2019-02-08T09:00:38,979 ERROR [task-runner-0-priority-0] io.druid.indexing.overlord.ThreadPoolTaskRunner - Exception while running task[KillTask{id=kill_<ds-name>_2018-12-19T00:00:00.000Z_2018-12-20T00:00:00.000Z_2019-02-08T09:00:33.858Z, type=kill, dataSource=<dsname>}]
io.druid.segment.loading.SegmentLoadingException: Unable to kill segment
	at io.druid.storage.hdfs.HdfsDataSegmentKiller.kill(HdfsDataSegmentKiller.java:122) ~[?:?]

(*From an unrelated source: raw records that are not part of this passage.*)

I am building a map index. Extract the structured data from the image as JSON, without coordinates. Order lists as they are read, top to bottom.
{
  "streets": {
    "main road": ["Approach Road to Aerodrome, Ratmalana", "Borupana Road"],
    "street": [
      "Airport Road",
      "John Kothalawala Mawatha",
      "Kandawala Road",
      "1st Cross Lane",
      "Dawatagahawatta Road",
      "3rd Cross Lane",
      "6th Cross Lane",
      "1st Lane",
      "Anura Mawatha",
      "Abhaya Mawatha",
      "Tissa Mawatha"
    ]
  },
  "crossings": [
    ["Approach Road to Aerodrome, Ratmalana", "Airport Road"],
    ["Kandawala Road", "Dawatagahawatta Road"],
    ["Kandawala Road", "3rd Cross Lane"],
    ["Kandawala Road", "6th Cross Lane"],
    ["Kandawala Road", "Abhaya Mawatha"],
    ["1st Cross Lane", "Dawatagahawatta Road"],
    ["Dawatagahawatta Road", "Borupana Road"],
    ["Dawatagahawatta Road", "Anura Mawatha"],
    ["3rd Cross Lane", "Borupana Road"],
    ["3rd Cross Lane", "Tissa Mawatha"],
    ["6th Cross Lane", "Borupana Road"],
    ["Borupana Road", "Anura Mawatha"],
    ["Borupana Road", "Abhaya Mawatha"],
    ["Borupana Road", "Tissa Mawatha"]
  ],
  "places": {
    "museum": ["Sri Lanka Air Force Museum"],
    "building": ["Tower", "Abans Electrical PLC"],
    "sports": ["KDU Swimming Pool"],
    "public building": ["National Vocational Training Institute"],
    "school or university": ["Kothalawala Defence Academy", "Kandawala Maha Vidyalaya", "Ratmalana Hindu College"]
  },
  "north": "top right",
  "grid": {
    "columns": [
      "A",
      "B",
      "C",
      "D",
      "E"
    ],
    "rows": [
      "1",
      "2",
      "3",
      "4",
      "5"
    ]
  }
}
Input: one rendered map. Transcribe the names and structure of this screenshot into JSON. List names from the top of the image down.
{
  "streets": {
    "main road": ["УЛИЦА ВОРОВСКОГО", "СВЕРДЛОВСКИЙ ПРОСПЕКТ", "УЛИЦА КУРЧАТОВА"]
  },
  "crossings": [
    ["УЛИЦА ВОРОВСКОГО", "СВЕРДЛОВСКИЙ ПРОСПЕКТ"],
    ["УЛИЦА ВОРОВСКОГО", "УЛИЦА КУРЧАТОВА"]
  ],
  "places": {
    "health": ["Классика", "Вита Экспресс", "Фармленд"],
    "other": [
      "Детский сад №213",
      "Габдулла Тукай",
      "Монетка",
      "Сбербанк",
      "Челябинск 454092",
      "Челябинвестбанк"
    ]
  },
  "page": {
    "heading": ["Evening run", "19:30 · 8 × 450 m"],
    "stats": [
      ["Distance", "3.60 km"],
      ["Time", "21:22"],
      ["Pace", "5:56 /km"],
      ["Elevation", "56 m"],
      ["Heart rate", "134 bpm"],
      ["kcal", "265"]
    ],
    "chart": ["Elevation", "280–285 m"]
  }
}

	at io.druid.segment.loading.OmniDataSegmentKiller.kill(OmniDataSegmentKiller.java:46) ~[druid-server-0.11.0.jar:0.11.0]
	at io.druid.indexing.common.task.KillTask.run(KillTask.java:103) ~[druid-indexing-service-0.11.0.jar:0.11.0]
	at io.druid.indexing.overlord.ThreadPoolTaskRunner$ThreadPoolTaskRunnerCallable.call(ThreadPoolTaskRunner.java:436) [druid-indexing-service-0.11.0.jar:0.11.0]
	at io.druid.indexing.overlord.ThreadPoolTaskRunner$ThreadPoolTaskRunnerCallable.call(ThreadPoolTaskRunner.java:408) [druid-indexing-service-0.11.0.jar:0.11.0]
	at java.util.concurrent.FutureTask.run(FutureTask.java:266) [?:1.8.0_191]
	at java.util.concurrent.ThreadPoolExecutor.runWorker(ThreadPoolExecutor.java:1149) [?:1.8.0_191]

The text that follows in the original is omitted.